Exercise objective: Whenever the word "lineWidth" turns up in a line below, that line should be copied.

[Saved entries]
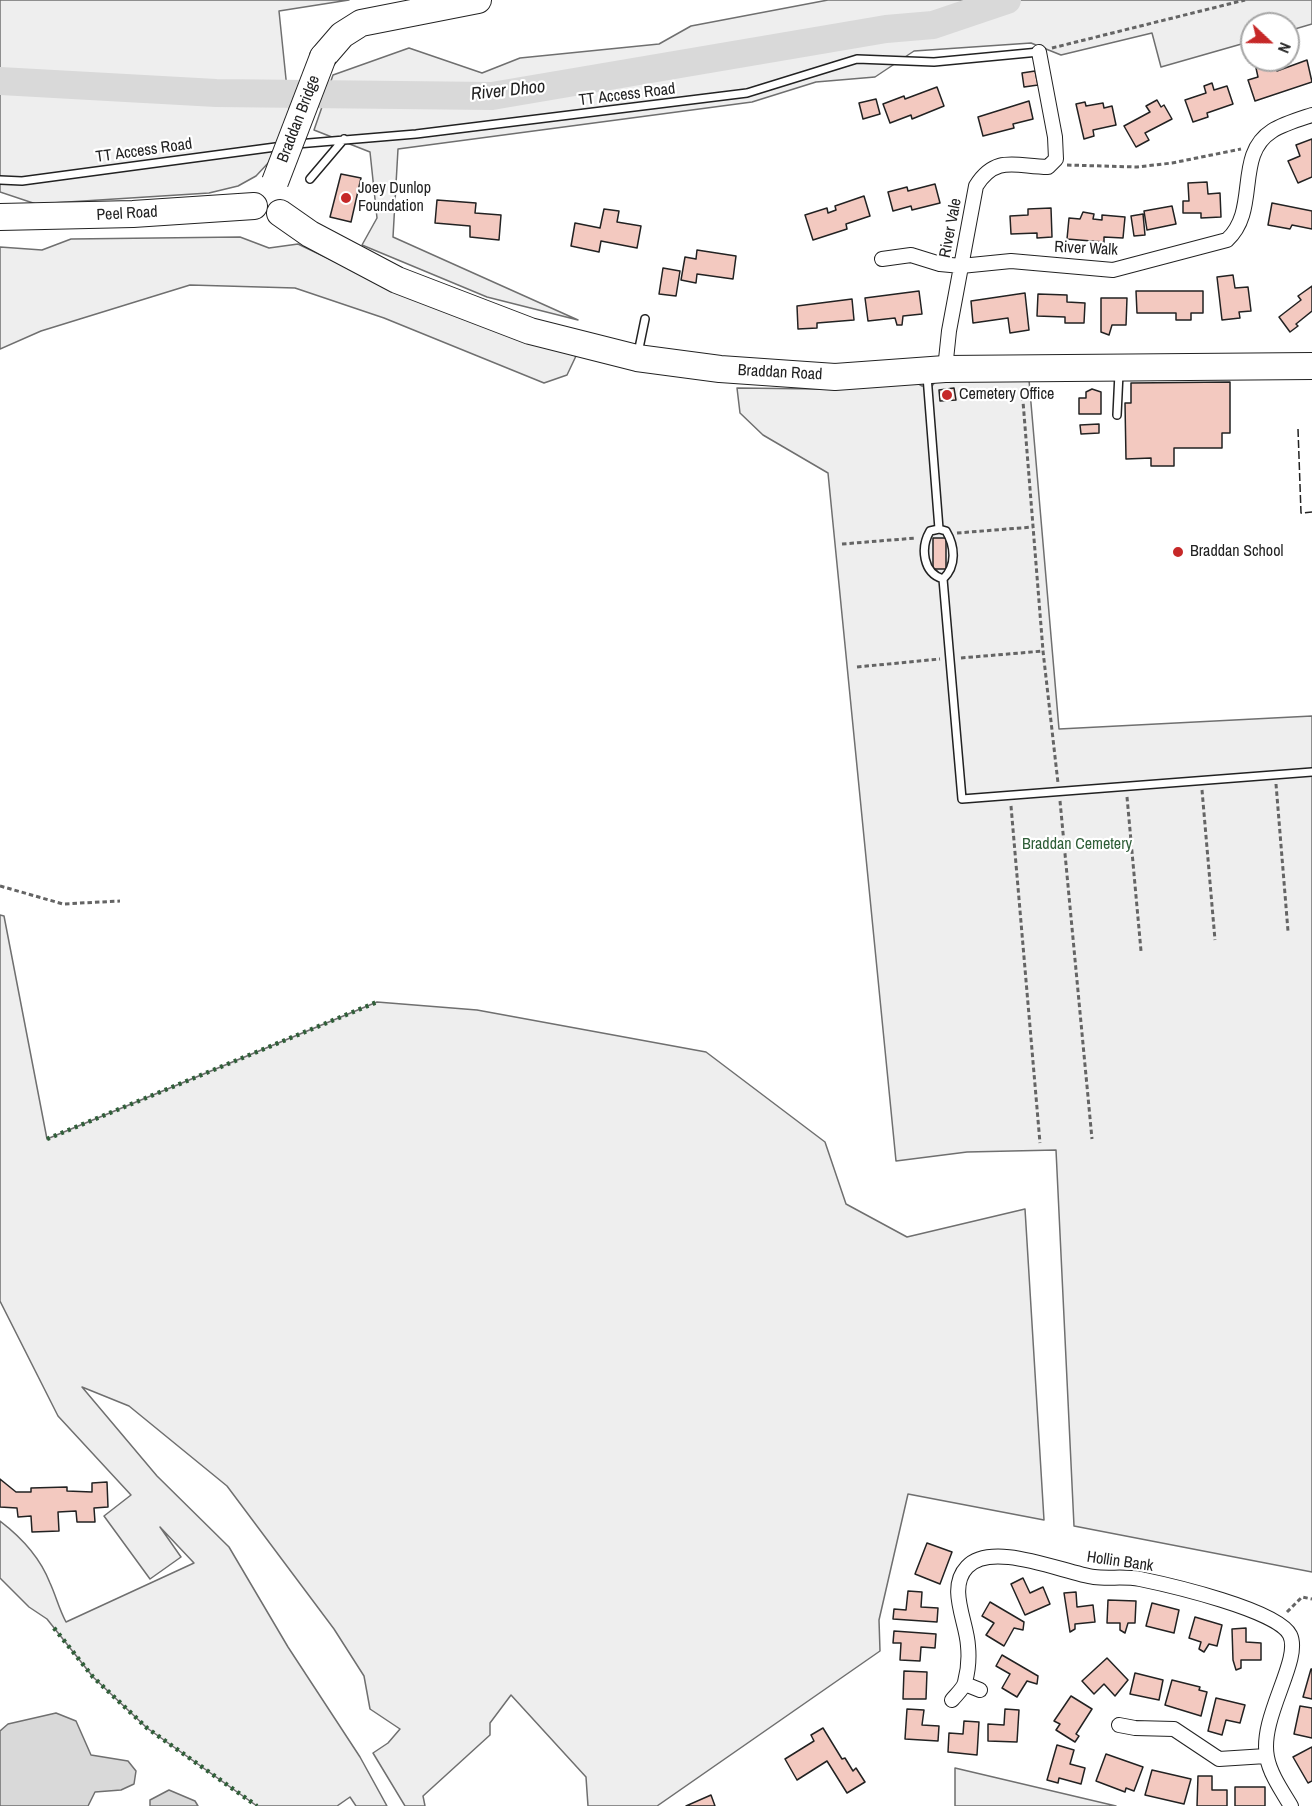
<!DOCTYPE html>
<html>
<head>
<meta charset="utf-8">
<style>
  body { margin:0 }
  #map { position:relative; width:1312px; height:1806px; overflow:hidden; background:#fff; font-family:"Archivo Narrow",sans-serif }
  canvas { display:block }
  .north { position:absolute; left:1240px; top:12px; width:60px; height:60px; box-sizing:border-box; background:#fff; border:2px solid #a7a7a7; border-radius:50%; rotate:112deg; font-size:16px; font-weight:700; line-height:24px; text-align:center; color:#222 }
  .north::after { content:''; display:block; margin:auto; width:21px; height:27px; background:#c62828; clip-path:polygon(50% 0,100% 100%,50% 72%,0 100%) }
</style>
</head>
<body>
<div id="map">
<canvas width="1312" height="1806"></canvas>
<div class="north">N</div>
</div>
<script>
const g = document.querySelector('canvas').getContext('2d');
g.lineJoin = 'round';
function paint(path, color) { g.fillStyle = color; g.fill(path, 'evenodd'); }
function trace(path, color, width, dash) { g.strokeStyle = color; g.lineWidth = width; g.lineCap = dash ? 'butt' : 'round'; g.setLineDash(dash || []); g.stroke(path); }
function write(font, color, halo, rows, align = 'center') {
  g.font = font + ' "Archivo Narrow",sans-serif'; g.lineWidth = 4.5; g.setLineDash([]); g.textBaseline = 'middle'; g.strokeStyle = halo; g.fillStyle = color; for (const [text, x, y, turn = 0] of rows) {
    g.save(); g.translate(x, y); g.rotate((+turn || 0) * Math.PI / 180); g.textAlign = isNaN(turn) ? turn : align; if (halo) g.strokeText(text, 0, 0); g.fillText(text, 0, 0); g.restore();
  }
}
const green = new Path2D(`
  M0 0H349L279 11 290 118 270 161 256 176 238 186 209 193 36 204 0 192Z
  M828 0H1312V24L1288 31V24H1252V41L1161 67 1152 33 1061 55 1031 43 914 51 875 77 816 82 752 102 398 149 393 237 578 320 487 297 362 245 377 218 370 152 314 130 333 75 409 48 482 73 520 58 659 44 691 26Z
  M240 237 269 248 298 244 407 296 576 356 567 375 544 383 384 318 295 288 190 285 41 331 0 349V247L42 250 71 239Z
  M1029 380 1059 729 1312 716V1572L1074 1526 1056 1150 967 1152 896 1161 828 473 763 435 740 413 737 388 820 389 917 383 922 386H932L935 382Z
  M0 915 4 916 47 1139 377 1002 477 1010 706 1052 825 1142 846 1204 907 1237 1025 1209 1044 1520 908 1494 879 1620 880 1651 657 1806H588L586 1777 511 1695 490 1723V1735L423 1796 425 1806H405L373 1753 388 1743 400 1729 370 1709 364 1676 334 1629 227 1486 129 1406 82 1387 157 1476 229 1547 288 1647 360 1757 387 1806H356L350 1797 337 1806H257L147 1728 93 1677 47 1619 29 1607 0 1578V1521C21 1537 40 1557 50 1583 56 1596 59 1609 66 1622L194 1563 160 1527 181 1557 150 1579 104 1516 131 1495 58 1416 0 1301Z
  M955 1768 1116 1806H955Z`);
const water = new Path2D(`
  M56 1713 76 1721 91 1755 128 1761 136 1771 134 1784 121 1790 95 1792 88 1806H0V1731L8 1724Z
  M169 1790 195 1801 198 1806H150V1800Z`);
const river = new Path2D(`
  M0 81 216 93 492 96 886 29 933 25 1007 0`);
const building = new Path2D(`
  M1307 60 1312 82 1255 101 1248 80 1258 77 1256 68 1274 62 1277 71Z
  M1035 71 1038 85 1024 87 1022 73Z
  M1212 83 1214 90 1227 86 1233 104 1207 113 1208 117 1193 122 1185 100 1206 93 1204 86Z
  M937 87 944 106 912 119 911 115 890 123 883 104 904 96 905 99Z
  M876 99 880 114 863 119 859 103Z
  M1157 100 1161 107 1164 105 1172 119 1145 133 1149 140 1136 147 1124 126 1150 112 1146 106Z
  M1029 101 1033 119 1013 124 1014 128 983 136 978 117Z
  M1085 102 1086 106 1103 103 1104 108 1112 106 1116 125 1093 130 1094 136 1084 139 1076 104Z
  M1312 139V177L1298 183 1288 161 1300 156 1296 145Z
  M341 174 361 178 351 222 330 217Z
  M1207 182 1208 194 1220 193 1221 217 1201 218V213H1183V201H1189L1188 183Z
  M935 184 940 203 912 210 911 206 893 211 888 192 907 187 908 191Z
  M864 196 870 216 846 224 847 229 813 240 805 215 827 208 828 213 836 210 835 206Z
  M437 200 476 203 475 213 501 215 499 240 470 237V226L435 223Z
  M1272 203 1312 211V229L1292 225 1290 229 1268 225Z
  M1172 206 1176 224 1147 230 1144 211Z
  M1051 208 1052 237 1037 238V233L1011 234 1010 216 1028 215V209Z
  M604 209 619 211 617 222 641 226 637 248 601 241 599 252 571 246 575 223 600 228Z
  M1083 212 1094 214 1093 219 1102 220V215L1125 217 1123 238 1104 237V242L1067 239 1069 218 1080 219Z
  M1143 214 1145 235 1134 236 1131 216Z
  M697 250 736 256 733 279 697 274 696 283 681 280 685 257 696 259Z
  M663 268 680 271 676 296 659 294Z
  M1233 275 1235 288 1248 287 1251 311 1239 312 1240 318 1222 320 1217 277Z
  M1312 286V311L1296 324 1298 326 1290 332 1279 317 1301 300 1298 296Z
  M919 291 922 314 903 316 902 325H897L895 318 868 321 865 298Z
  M1136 291H1203V313H1191V320H1176V313H1137Z
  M1025 293 1029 330 1010 333 1008 318 973 323 971 301Z
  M1038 294 1067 295V302L1085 303 1084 323H1065V317L1037 316Z
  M1101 298H1127L1126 325H1112L1109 335 1101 332Z
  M852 299 854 320 817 323V328L798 329 797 306Z
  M1230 382V433H1222V448H1174V466H1151V458L1126 459 1125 403H1131V383Z
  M954 388 956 400 940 401 939 390Z
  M1092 389 1101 392V414H1079V398H1086V392Z
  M1099 424V433L1081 434 1080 425Z
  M933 538H946V569H933Z
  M0 1479 16 1492H31V1488L67 1487V1491L92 1492V1483L107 1482 108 1507 94 1508 95 1522H77L76 1511 58 1512 59 1531 32 1532 31 1516 18 1517 17 1508 0 1507Z
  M927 1543 952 1552 940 1584 915 1574Z
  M1023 1578 1030 1593 1043 1587 1050 1604 1025 1615 1011 1584Z
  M908 1591 922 1592 921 1607 938 1608 937 1622 893 1619 894 1609 906 1610Z
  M1076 1592 1077 1607 1093 1605 1095 1622 1075 1624V1629L1070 1632 1064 1593Z
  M1108 1600 1136 1601 1135 1623H1128L1125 1633 1120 1630V1623H1107Z
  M990 1602 1024 1622 1023 1630 1014 1628 1004 1646 986 1635 994 1623 982 1616Z
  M1152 1603 1179 1610 1174 1633 1146 1626Z
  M1195 1617 1222 1625 1217 1646 1209 1644 1204 1652 1199 1649 1201 1642 1189 1638Z
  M1246 1628V1642L1261 1643V1660H1241V1668L1236 1670 1233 1660 1232 1629Z
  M894 1631 936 1634 935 1648 921 1647 920 1661 900 1660 901 1643H893Z
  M1002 1655 1038 1676 1037 1684 1027 1681 1017 1697 1002 1688 1010 1674 996 1666Z
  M1107 1658 1128 1680 1115 1696 1104 1684 1094 1694 1082 1681Z
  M1311 1669H1312V1699L1303 1697Z
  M904 1671 927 1672 926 1699H903Z
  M1135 1673 1163 1680 1159 1700 1130 1694Z
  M1172 1680 1200 1687 1199 1690 1207 1692 1201 1716 1165 1705Z
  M1071 1696 1092 1709 1076 1734 1079 1736 1075 1742 1056 1730 1060 1724 1054 1721Z
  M1216 1698 1245 1705 1240 1723 1226 1720 1222 1735 1208 1731Z
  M1300 1706 1312 1708V1738L1294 1734Z
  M907 1709 924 1710 922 1725 939 1726 938 1741 905 1739Z
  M1005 1709 1019 1710 1017 1742 988 1741V1724L1004 1725Z
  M964 1721 979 1722 977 1755 948 1752 949 1733 963 1734Z
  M823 1728 842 1759 845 1758 853 1771 856 1768 865 1782 847 1793 827 1761 797 1780 785 1759 814 1741 811 1735Z
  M1057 1745 1074 1750 1070 1764 1085 1768 1081 1784 1059 1778 1058 1783 1047 1780Z
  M1312 1747V1781L1308 1783 1293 1757Z
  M1106 1754 1143 1767 1134 1791 1126 1788 1125 1792 1096 1781Z
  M1152 1770 1191 1779 1184 1804 1145 1795Z
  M1198 1776H1212V1790H1227V1806H1197Z
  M1235 1787H1265V1806H1235Z
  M711 1795 715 1806H686Z`);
const path = new Path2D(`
  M1052 48 1245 0
  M1067 165 1137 167 1172 163 1241 149
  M1022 389 1043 651 1058 783
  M957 533 1033 527
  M842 544 916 538
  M961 658 1043 651
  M857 667 940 659
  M1276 784 1288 931
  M1202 790 1215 940
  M1127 797 1141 951
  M1060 801 1092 1139
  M1011 806 1040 1143
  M0 886 63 904 120 901
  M1287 1612 1302 1597 1312 1599`);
const lane = new Path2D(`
  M297 144 416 134 747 93 857 59 934 62 1039 52
  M310 179 344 139
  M0 180 22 181 283 146
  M638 353 645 319
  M927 376 939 529
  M1117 415 1119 373
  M939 529 946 531C955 546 957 566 943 579 923 573 920 548 930 531Z
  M943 579 962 799 1312 772`);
const street = new Path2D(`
  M882 259 911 255 940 264 961 266 1011 261 1113 270 1227 240C1260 210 1234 155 1272 131 1283 124 1300 119 1312 115
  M945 369 949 331 976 186C996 154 1017 167 1048 167L1056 159 1055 137 1039 52
  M965 1684 980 1690
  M952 1700C956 1695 964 1688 965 1682 968 1671 969 1656 968 1646 967 1622 947 1588 967 1567 992 1540 1064 1573 1094 1577 1109 1579 1124 1576 1140 1579 1169 1585 1278 1610 1290 1635 1302 1660 1259 1717 1267 1757 1270 1774 1282 1791 1291 1806
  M1119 1725 1135 1728 1174 1729 1219 1759 1266 1756`);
const highway = new Path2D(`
  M323 57 342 35 361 23 478 0
  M280 213 310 234 397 280 530 331 637 358 720 369 835 377 945 369 1312 366
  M0 217 133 214 254 206`);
const highwayBridge = new Path2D(`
  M275 182 323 57`);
const hedge = new Path2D(`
  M47 1139 377 1002
  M54 1628 93 1677 147 1728 257 1806`);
const fence = new Path2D(`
  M1298 429 1301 513 1312 512`);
const markers = [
  [346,198,6,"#c62828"],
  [947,395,6,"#c62828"],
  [1178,552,6,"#c62828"]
];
const streetNames = [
  ["TT Access Road",627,95,-7],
  ["Braddan Bridge",299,119,-69],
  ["TT Access Road",144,151,-8],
  ["Peel Road",127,214,-3],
  ["River Vale",951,228,-79],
  ["River Walk",1086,249,3],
  ["Braddan Road",780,373,3],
  ["Hollin Bank",1120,1562,8]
];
const poiNames = [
  ["Joey Dunlop",358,189],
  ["Foundation",358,207],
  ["Cemetery Office",959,395],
  ["Braddan School",1190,552]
];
const parkNames = [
  ["Braddan Cemetery",1077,845]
];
const waterNames = [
  ["River Dhoo",508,91,-6]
];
paint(green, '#eee');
trace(green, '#6f6f6f', 1.5);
paint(water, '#d9d9d9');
trace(water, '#6f6f6f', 1.5);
trace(river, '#d9d9d9', 28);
paint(building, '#f3c9c0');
trace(building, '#222', 1.5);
trace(lane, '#222', 10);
trace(street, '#222', 16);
trace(highway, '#222', 28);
trace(path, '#646464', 3, [4.5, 3]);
trace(lane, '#fff', 7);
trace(street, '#fff', 14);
trace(highway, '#fff', 26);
trace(highwayBridge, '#222', 28, []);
trace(highwayBridge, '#fff', 26);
trace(hedge, '#2f5e38', 4.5, [3, 4.5]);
trace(fence, '#222', 1.5, [8, 3]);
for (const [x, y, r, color] of markers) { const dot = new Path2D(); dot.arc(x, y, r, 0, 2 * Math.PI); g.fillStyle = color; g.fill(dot); trace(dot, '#fff', 2); }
write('16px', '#222', '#fff', streetNames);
write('16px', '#222', '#fff', poiNames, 'left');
write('16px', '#2f5e38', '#fff', parkNames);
write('italic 18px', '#222', '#fff', waterNames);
</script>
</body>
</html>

Answer:
function trace(path, color, width, dash) { g.strokeStyle = color; g.lineWidth = width; g.lineCap = dash ? 'butt' : 'round'; g.setLineDash(dash || []); g.stroke(path); }
  g.font = font + ' "Archivo Narrow",sans-serif'; g.lineWidth = 4.5; g.setLineDash([]); g.textBaseline = 'middle'; g.strokeStyle = halo; g.fillStyle = color; for (const [text, x, y, turn = 0] of rows) {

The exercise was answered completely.